Interval Joins for Big Data
- Author(s): Carman, Jr., Eldon Preston
- Advisor(s): Tsotras, Vassilis J
- et al.
The main part of this dissertation considers how to scale interval join queries. To provide scalable query processing for such joins, we adapted five recently published overlapping interval join algorithms and modified them to work in a shared-nothing big data management system (AsterixDB) under a memory budget. We developed a cost model for each algorithm to predict when an algorithm will spill to disk (run out of memory). Our experimental evaluation shows that the cost models are accurate and can be used to pick the most efficient algorithm for the given input data. The adapted interval join algorithms are shown to scale for large datasets using both synthetic and real datasets. Finally, we further adapt these algorithms to support several new types of interval joins, specifically overlap and contains, as defined by Allen's interval algebra. We detail how to abstract the memory management from these algorithms.

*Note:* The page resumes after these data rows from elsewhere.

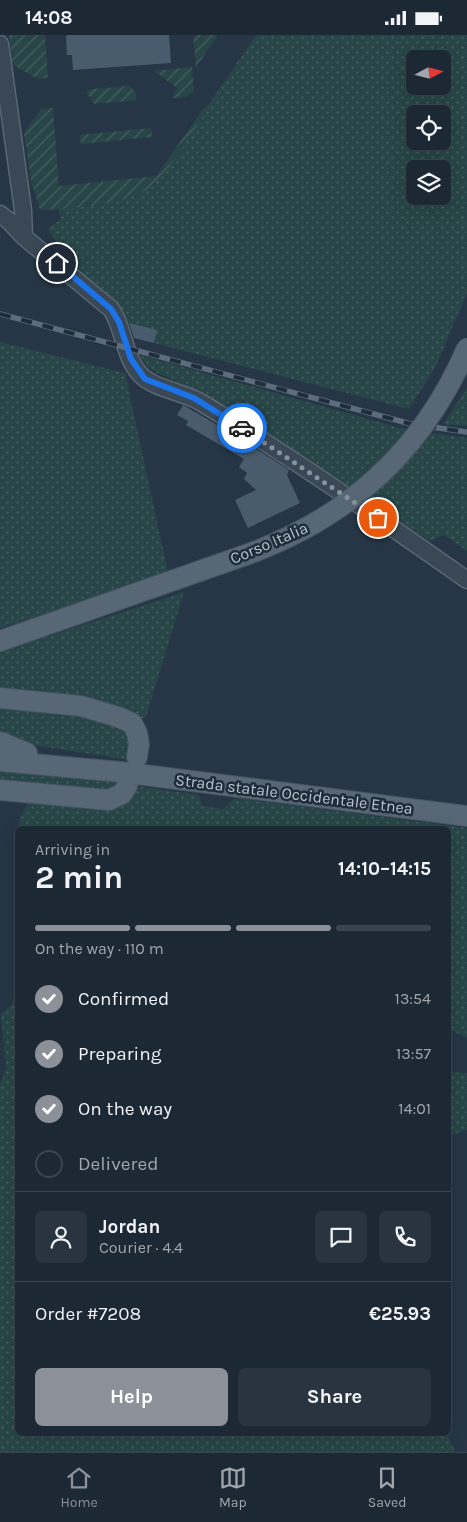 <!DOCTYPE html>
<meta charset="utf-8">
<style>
body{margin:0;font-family:Karla,sans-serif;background:#293440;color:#f1f3f6;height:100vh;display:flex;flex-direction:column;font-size:19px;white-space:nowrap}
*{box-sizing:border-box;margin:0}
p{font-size:16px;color:#a0a6ac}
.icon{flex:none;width:28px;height:28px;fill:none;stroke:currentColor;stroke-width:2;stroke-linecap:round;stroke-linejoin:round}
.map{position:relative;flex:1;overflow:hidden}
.panel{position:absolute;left:15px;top:791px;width:436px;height:610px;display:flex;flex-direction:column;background:#1c2834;border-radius:8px;box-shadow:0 5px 20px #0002,0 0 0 1px #3a444f}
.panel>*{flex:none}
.needle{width:32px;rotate:83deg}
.fabs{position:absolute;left:406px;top:15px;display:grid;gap:10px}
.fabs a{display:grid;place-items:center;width:45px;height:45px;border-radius:8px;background:#1c2834;box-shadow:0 5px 20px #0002,0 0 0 1px #3a444f;font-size:25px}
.pin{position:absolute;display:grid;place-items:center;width:42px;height:42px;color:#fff;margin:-21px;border:2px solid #fff;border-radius:50%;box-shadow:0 1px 5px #0007}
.courier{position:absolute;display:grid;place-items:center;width:50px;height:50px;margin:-25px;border:4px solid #1a73e8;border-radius:50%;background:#fff;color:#222;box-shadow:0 1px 6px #0007}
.headline em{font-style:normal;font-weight:700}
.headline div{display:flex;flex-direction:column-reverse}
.headline{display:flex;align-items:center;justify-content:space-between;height:85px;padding:0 20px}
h1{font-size:32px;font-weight:700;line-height:38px}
.bar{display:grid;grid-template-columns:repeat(4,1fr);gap:8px 5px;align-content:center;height:60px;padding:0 20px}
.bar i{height:6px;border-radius:4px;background:#3a444f}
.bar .on{background:#8c9099}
.bar p{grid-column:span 4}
.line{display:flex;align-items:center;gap:12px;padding:0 20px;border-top:1px solid #3a444f}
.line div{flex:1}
.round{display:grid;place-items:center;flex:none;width:52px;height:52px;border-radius:8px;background:#293440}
ol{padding:0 20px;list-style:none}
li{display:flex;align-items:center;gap:15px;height:55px}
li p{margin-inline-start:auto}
li .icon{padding:5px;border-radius:50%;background:#8c9099;color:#fff;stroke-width:4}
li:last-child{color:#a0a6ac}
li i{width:28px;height:28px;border:2px solid #3a444f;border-radius:50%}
.primary-button{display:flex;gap:10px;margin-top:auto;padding:10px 20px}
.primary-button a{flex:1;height:58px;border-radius:8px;background:#8c9099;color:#fff;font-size:20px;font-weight:700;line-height:58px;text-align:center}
.primary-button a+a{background:#293440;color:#f1f3f6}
.status{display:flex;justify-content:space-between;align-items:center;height:35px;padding:0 25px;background:#1c2834;direction:ltr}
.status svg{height:14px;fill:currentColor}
.tabs{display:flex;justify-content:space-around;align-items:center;height:70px;border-top:1px solid #3a444f;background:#1c2834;font-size:14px;color:#a0a6ac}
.tabs a{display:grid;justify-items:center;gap:2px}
.tabs .on{color:#8c9099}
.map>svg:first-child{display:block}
.grass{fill:url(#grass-dots);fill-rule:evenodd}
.garden{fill:url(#garden-furrows)}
.building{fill:#495c6d}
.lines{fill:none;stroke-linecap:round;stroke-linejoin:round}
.minor-casing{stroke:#596673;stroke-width:19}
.major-casing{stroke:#44515f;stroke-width:22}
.minor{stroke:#3a4855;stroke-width:16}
.major{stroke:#586775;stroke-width:20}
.rail-casing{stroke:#5c6c7d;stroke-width:5.5}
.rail{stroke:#1f2d3b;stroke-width:4;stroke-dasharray:11;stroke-linecap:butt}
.major-bridge-casing{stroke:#44515f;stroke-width:22;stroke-linecap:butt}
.major-bridge{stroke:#586775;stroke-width:20}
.done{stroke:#85929f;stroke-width:5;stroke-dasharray:0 9}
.route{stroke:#1a73e8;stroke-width:6}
.labels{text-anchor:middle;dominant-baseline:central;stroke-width:5;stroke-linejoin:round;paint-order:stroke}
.street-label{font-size:16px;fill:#b8c3cf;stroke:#1f2d3b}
</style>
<div class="status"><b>14:08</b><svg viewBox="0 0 49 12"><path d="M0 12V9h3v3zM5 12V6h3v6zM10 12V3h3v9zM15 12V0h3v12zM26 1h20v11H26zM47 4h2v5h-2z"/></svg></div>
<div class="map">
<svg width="467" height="1417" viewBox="0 0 467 1417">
<defs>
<pattern id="grass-dots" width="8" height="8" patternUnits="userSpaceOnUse" patternTransform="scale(1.25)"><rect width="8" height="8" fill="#284647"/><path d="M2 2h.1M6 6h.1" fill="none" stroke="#455f60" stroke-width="1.8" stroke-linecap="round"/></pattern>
<pattern id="garden-furrows" width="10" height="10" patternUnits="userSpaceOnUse" patternTransform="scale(1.25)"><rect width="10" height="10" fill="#284647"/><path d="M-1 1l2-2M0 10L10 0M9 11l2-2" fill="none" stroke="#455f60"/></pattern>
</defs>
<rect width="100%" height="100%" fill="#263646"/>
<path class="grass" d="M256 0H467V258L436 331 409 374 154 308 156 296 127 288C114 258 103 258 81 237 68 224 58 210 48 194L61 184 58 174 122 164 154 150ZM415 24H442V51H415ZM415 79H442V106H415ZM415 134H442V161H415Z
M0 307 125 338 168 538 0 593Z
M140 320 404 394 467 403V516L444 500 430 506 207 360 155 337 146 330Z
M467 353V391L443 389Z
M184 557 146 682 139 684 0 658V617Z
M0 668 73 675 132 698 131 725 44 712 0 700Z
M0 733 39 736 122 748 111 758 0 750Z
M135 751 199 760 202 771 223 774 235 763 467 793V1003L449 994V794H19V785L30 764 112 773 121 771Z
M17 939 18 1399H447L455 1417H0V1049L6 1034 1 979 13 968Z
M449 1037 467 1038V1095L449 1101Z"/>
<path class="garden" d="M9 0H45L48 43 38 44 13 30Z
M195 0H218L196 32 193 3Z
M192 32 194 55 186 62 172 63 177 53 154 36Z
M130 51 136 58V64L132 66 94 69 86 57 91 54Z
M53 73 59 151 156 141 204 73H208C193 96 173 131 154 149 132 170 70 174 40 175L31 146 24 98 41 74Z
M151 93 152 102 81 109 80 100Z"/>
<path class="building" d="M69 0H169L171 28 73 35 72 20H67L66 1Z
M129 288 157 295 154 308 134 303Z
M183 370 243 405 238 414H256L289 435 287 440 300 468 248 493 235 465 256 455 244 444 247 438 239 432 244 424 186 390 188 386 177 380Z"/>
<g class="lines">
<g class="minor-casing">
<path id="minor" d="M0 9 23 175 24 202 111 274C124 293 124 322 140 339 153 354 185 357 202 368 293 423 380 484 467 545
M0 179 9 186 24 202"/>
</g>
<g class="major-casing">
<path id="major" d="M0 606 234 524
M0 663 81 671 118 682 132 688 137 698 139 709 137 722
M0 707 27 718
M0 726 121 737 467 781
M0 755 109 765 122 759 127 751"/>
</g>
<use href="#minor" class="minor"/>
<use href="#major" class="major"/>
<g class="rail-casing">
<path id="rail" d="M0 279 411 389 467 397"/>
</g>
<use href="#rail" class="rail"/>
<g class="major-bridge-casing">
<path id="major-bridge" d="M234 524C343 488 422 418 467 313"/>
</g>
<use href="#major-bridge" class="major-bridge"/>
</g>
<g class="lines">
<path class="done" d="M242 393 378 483"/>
<path class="route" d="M57 228 111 274 119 287 131 324 145 344 194 363 242 393"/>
</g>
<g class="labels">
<g class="street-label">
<text transform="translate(269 508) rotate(-23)">Corso Italia</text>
<text transform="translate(294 759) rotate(7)">Strada statale Occidentale Etnea</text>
</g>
</g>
</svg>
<div class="fabs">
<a><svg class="needle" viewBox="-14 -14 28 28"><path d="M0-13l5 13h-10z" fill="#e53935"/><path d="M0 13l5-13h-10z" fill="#a0a6ac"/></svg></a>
<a><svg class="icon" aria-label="locate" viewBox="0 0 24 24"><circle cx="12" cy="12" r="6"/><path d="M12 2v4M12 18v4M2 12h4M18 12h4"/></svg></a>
<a><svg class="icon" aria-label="layers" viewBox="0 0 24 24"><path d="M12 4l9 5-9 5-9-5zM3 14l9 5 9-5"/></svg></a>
</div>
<div class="pin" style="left:378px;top:483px;background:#ea580c"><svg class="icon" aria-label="bag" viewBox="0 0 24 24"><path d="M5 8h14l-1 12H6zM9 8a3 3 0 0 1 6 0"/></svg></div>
<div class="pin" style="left:57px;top:228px;background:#1f2937"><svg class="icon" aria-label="home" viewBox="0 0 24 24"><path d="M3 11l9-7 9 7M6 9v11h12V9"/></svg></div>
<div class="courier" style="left:242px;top:393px"><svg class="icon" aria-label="car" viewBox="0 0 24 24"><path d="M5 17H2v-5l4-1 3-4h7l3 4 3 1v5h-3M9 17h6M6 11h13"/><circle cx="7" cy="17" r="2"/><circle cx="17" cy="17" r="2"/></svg></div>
<section class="panel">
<div class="headline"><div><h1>2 min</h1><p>Arriving in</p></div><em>14:10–14:15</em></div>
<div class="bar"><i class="on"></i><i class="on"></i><i class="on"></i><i></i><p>On the way · 110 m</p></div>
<ol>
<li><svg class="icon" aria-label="check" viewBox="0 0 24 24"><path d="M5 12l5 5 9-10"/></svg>Confirmed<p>13:54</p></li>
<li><svg class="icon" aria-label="check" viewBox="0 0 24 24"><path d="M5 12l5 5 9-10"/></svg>Preparing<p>13:57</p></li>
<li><svg class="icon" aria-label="check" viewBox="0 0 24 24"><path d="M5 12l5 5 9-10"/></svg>On the way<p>14:01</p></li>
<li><i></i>Delivered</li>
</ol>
<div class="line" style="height:90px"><a class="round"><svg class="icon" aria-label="person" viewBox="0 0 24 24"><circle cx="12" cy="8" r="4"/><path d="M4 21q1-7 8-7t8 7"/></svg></a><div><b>Jordan</b><p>Courier · 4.4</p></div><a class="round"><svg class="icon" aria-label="chat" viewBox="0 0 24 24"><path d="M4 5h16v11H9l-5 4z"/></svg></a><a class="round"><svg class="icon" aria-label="phone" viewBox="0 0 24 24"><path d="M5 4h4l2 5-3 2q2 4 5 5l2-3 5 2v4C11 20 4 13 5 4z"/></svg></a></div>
<div class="line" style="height:65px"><div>Order #7208</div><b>€25.93</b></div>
<div class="primary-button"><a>Help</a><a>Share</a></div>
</section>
</div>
<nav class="tabs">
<a class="on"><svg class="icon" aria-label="home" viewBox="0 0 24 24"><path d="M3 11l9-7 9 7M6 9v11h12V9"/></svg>Home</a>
<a><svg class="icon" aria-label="map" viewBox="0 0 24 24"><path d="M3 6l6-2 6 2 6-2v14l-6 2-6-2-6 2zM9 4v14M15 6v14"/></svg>Map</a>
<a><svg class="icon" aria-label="saved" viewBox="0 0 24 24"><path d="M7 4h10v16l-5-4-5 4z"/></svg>Saved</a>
</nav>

As a by-product we also implemented a scalable parallel processor, namely Apache VXQuery, that extends a stack consisting of Hyracks, a parallel execution engine, and Algebricks, a language-agnostic compiler toolbox. VXQuery provides an implementation of the XQuery specifics (data model, data-model dependent functions and optimizations, and a parser). We describe the architecture of Apache VXQuery, its integration with Hyracks and Algebricks, and the XQuery optimization rules applied to the query plan to improve path expression efficiency and to enable query parallelism. An experimental evaluation using a real 500GB dataset with various XML selection, aggregation, and join queries shows that Apache VXQuery performs well both in terms of scale-up and speed-up.